Please reproduce the listing in full, exactly as given.

=== DATA FOR THE TASK ===

_____

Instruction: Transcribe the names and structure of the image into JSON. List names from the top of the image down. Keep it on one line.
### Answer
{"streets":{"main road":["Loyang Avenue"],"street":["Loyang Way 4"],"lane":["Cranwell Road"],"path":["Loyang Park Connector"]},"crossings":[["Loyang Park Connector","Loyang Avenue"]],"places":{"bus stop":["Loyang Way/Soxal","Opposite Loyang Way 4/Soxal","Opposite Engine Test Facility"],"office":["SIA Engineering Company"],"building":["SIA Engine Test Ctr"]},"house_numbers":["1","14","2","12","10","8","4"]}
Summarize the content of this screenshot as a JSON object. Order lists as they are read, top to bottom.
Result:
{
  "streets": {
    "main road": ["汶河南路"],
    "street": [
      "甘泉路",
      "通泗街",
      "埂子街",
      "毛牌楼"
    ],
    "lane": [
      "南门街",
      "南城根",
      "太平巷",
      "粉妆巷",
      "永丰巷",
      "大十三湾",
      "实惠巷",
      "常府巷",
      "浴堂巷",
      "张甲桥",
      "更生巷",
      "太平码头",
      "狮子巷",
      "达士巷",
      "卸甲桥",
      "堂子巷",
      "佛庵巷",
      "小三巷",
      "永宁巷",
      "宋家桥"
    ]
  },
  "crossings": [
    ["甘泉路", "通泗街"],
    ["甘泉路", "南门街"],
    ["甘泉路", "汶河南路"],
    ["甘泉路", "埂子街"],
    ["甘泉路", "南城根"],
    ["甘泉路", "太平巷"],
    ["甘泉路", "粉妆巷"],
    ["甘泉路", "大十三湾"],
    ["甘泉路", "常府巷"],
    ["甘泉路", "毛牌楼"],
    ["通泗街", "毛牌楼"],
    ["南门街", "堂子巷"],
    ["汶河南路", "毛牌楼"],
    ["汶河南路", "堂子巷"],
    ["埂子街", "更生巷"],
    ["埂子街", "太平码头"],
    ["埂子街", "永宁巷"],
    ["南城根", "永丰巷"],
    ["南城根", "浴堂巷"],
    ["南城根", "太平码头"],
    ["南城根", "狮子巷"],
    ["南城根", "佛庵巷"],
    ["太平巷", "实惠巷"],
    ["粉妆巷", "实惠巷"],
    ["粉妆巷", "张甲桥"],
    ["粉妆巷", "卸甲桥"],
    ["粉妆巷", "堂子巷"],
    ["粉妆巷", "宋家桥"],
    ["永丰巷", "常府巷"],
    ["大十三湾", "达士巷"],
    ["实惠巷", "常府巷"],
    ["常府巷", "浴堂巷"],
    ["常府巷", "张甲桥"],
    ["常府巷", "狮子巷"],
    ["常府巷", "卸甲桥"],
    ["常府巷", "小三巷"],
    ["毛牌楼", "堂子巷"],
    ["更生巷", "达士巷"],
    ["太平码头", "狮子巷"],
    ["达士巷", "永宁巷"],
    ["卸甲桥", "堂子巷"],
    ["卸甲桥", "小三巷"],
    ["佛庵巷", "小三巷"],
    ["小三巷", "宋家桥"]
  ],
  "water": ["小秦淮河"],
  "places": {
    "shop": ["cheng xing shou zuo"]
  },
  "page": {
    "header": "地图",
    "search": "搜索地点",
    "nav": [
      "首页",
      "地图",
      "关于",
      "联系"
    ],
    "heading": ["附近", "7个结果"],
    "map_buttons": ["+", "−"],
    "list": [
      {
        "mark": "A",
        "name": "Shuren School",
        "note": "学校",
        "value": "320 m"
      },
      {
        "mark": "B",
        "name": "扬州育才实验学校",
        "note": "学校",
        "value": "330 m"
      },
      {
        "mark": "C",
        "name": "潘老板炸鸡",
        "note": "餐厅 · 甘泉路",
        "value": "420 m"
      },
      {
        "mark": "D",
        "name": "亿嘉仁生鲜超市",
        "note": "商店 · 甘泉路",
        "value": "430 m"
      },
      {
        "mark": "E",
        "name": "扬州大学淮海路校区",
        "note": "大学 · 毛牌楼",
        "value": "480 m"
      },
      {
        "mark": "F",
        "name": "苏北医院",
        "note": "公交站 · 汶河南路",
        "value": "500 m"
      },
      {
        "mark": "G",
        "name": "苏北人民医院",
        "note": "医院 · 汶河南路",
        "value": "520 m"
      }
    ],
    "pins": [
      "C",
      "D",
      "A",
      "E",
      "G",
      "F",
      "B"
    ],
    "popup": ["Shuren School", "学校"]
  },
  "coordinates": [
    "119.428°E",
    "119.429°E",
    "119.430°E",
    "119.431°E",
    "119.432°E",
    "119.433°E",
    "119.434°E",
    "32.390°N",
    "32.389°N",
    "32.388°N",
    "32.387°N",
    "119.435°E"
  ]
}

_____

=== RESULT ===
Instruction: Transcribe the names and structure of the image into JSON. List names from the top of the image down. Keep it on one line.
### Answer
{"streets":{"main road":["Loyang Avenue"],"street":["Loyang Way 4"],"lane":["Cranwell Road"],"path":["Loyang Park Connector"]},"crossings":[["Loyang Park Connector","Loyang Avenue"]],"places":{"bus stop":["Loyang Way/Soxal","Opposite Loyang Way 4/Soxal","Opposite Engine Test Facility"],"office":["SIA Engineering Company"],"building":["SIA Engine Test Ctr"]},"house_numbers":["1","14","2","12","10","8","4"]}
Summarize the content of this screenshot as a JSON object. Order lists as they are read, top to bottom.
Result:
{
  "streets": {
    "main road": ["汶河南路"],
    "street": [
      "甘泉路",
      "通泗街",
      "埂子街",
      "毛牌楼"
    ],
    "lane": [
      "南门街",
      "南城根",
      "太平巷",
      "粉妆巷",
      "永丰巷",
      "大十三湾",
      "实惠巷",
      "常府巷",
      "浴堂巷",
      "张甲桥",
      "更生巷",
      "太平码头",
      "狮子巷",
      "达士巷",
      "卸甲桥",
      "堂子巷",
      "佛庵巷",
      "小三巷",
      "永宁巷",
      "宋家桥"
    ]
  },
  "crossings": [
    ["甘泉路", "通泗街"],
    ["甘泉路", "南门街"],
    ["甘泉路", "汶河南路"],
    ["甘泉路", "埂子街"],
    ["甘泉路", "南城根"],
    ["甘泉路", "太平巷"],
    ["甘泉路", "粉妆巷"],
    ["甘泉路", "大十三湾"],
    ["甘泉路", "常府巷"],
    ["甘泉路", "毛牌楼"],
    ["通泗街", "毛牌楼"],
    ["南门街", "堂子巷"],
    ["汶河南路", "毛牌楼"],
    ["汶河南路", "堂子巷"],
    ["埂子街", "更生巷"],
    ["埂子街", "太平码头"],
    ["埂子街", "永宁巷"],
    ["南城根", "永丰巷"],
    ["南城根", "浴堂巷"],
    ["南城根", "太平码头"],
    ["南城根", "狮子巷"],
    ["南城根", "佛庵巷"],
    ["太平巷", "实惠巷"],
    ["粉妆巷", "实惠巷"],
    ["粉妆巷", "张甲桥"],
    ["粉妆巷", "卸甲桥"],
    ["粉妆巷", "堂子巷"],
    ["粉妆巷", "宋家桥"],
    ["永丰巷", "常府巷"],
    ["大十三湾", "达士巷"],
    ["实惠巷", "常府巷"],
    ["常府巷", "浴堂巷"],
    ["常府巷", "张甲桥"],
    ["常府巷", "狮子巷"],
    ["常府巷", "卸甲桥"],
    ["常府巷", "小三巷"],
    ["毛牌楼", "堂子巷"],
    ["更生巷", "达士巷"],
    ["太平码头", "狮子巷"],
    ["达士巷", "永宁巷"],
    ["卸甲桥", "堂子巷"],
    ["卸甲桥", "小三巷"],
    ["佛庵巷", "小三巷"],
    ["小三巷", "宋家桥"]
  ],
  "water": ["小秦淮河"],
  "places": {
    "shop": ["cheng xing shou zuo"]
  },
  "page": {
    "header": "地图",
    "search": "搜索地点",
    "nav": [
      "首页",
      "地图",
      "关于",
      "联系"
    ],
    "heading": ["附近", "7个结果"],
    "map_buttons": ["+", "−"],
    "list": [
      {
        "mark": "A",
        "name": "Shuren School",
        "note": "学校",
        "value": "320 m"
      },
      {
        "mark": "B",
        "name": "扬州育才实验学校",
        "note": "学校",
        "value": "330 m"
      },
      {
        "mark": "C",
        "name": "潘老板炸鸡",
        "note": "餐厅 · 甘泉路",
        "value": "420 m"
      },
      {
        "mark": "D",
        "name": "亿嘉仁生鲜超市",
        "note": "商店 · 甘泉路",
        "value": "430 m"
      },
      {
        "mark": "E",
        "name": "扬州大学淮海路校区",
        "note": "大学 · 毛牌楼",
        "value": "480 m"
      },
      {
        "mark": "F",
        "name": "苏北医院",
        "note": "公交站 · 汶河南路",
        "value": "500 m"
      },
      {
        "mark": "G",
        "name": "苏北人民医院",
        "note": "医院 · 汶河南路",
        "value": "520 m"
      }
    ],
    "pins": [
      "C",
      "D",
      "A",
      "E",
      "G",
      "F",
      "B"
    ],
    "popup": ["Shuren School", "学校"]
  },
  "coordinates": [
    "119.428°E",
    "119.429°E",
    "119.430°E",
    "119.431°E",
    "119.432°E",
    "119.433°E",
    "119.434°E",
    "32.390°N",
    "32.389°N",
    "32.388°N",
    "32.387°N",
    "119.435°E"
  ]
}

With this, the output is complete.